■ Dataset entries ■

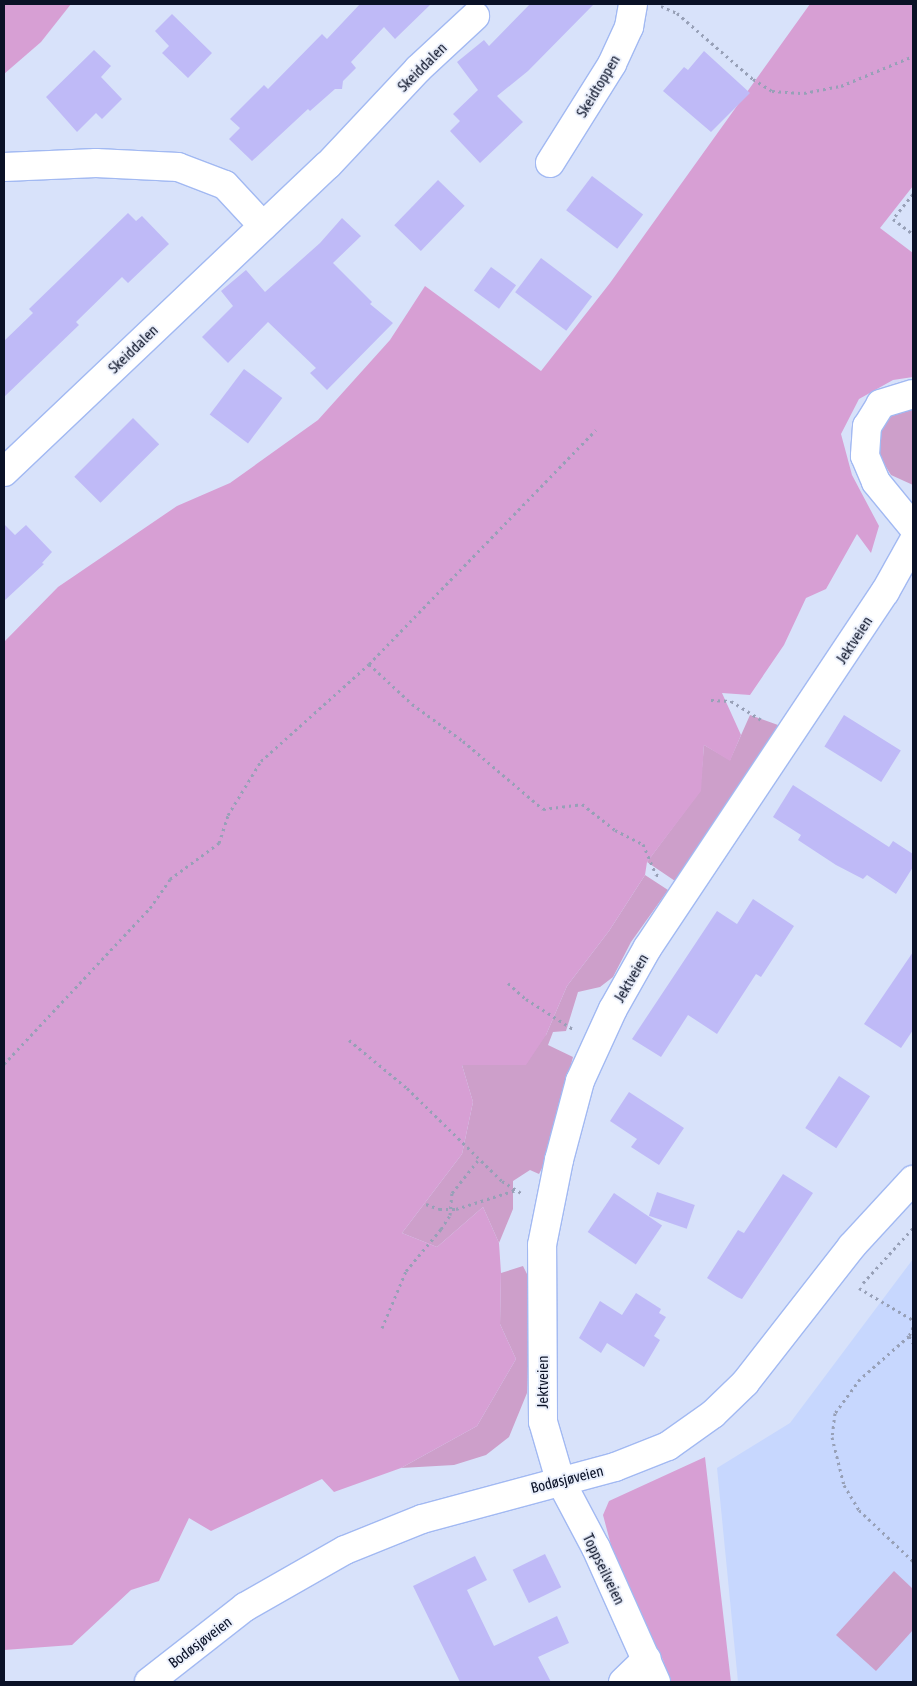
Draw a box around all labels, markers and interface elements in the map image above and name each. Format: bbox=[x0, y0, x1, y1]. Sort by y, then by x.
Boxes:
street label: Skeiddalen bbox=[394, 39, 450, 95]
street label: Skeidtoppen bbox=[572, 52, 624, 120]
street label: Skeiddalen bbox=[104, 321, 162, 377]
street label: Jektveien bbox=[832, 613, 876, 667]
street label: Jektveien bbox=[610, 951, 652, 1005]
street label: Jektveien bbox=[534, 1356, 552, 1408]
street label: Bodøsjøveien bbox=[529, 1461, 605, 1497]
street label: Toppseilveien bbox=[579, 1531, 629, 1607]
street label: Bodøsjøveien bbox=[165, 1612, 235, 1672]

...

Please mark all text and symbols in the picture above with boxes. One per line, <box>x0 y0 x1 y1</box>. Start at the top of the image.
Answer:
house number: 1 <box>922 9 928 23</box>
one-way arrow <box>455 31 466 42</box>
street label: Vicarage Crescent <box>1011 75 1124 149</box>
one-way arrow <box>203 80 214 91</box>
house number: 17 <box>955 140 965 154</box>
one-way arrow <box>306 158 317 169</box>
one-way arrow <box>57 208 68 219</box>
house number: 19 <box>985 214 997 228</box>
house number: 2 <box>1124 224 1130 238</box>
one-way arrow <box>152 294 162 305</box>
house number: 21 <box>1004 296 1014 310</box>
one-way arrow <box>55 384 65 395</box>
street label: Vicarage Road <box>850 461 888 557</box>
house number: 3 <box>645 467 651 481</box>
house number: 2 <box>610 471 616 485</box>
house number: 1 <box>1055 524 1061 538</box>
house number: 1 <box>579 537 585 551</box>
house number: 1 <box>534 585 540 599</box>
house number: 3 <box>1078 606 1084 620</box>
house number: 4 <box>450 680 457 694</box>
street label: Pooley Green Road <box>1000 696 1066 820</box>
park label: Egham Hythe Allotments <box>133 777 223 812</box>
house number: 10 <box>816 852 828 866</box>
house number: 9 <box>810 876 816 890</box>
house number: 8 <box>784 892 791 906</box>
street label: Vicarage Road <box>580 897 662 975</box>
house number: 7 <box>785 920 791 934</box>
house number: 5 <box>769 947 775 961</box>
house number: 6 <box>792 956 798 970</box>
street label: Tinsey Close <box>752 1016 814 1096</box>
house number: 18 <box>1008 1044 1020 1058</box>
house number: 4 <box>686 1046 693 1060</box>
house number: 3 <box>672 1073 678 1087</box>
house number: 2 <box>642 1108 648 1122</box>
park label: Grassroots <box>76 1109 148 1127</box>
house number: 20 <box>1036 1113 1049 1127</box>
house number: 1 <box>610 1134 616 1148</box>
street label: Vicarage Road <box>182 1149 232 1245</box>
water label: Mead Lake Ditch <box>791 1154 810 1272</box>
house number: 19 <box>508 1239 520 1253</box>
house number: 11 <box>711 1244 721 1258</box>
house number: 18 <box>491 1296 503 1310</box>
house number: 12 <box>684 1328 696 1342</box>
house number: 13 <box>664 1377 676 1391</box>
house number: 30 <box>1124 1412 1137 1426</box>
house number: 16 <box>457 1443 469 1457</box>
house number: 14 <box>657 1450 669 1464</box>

...

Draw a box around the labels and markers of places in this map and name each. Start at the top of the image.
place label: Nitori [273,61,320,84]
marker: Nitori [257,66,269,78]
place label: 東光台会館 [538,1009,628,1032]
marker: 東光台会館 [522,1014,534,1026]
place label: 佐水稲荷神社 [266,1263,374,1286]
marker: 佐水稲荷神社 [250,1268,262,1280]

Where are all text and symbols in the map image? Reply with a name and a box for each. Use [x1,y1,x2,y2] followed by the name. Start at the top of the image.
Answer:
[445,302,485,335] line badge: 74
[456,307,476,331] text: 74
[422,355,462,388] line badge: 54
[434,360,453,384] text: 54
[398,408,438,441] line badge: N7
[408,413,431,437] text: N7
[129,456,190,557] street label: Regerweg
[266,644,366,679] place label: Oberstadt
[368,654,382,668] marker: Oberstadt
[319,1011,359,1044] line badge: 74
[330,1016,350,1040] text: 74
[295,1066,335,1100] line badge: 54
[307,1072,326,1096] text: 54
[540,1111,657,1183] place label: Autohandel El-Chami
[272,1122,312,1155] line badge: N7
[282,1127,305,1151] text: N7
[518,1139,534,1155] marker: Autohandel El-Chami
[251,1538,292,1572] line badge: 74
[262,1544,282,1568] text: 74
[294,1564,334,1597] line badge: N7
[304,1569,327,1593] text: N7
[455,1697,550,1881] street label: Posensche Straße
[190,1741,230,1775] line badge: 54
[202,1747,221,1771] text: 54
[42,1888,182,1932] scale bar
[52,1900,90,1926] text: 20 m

■ About this task ■
Using the material above, filter for lines holding "with" and copy each one.

■ Task response ■
Please mark all text and symbols in the picture above with boxes. One per line, <box>x0 y0 x1 y1</box>. Start at the top of the image.
Where are all text and symbols in the map image? Reply with a name and a box for each. Use [x1,y1,x2,y2] followed by the name. Start at the top of the image.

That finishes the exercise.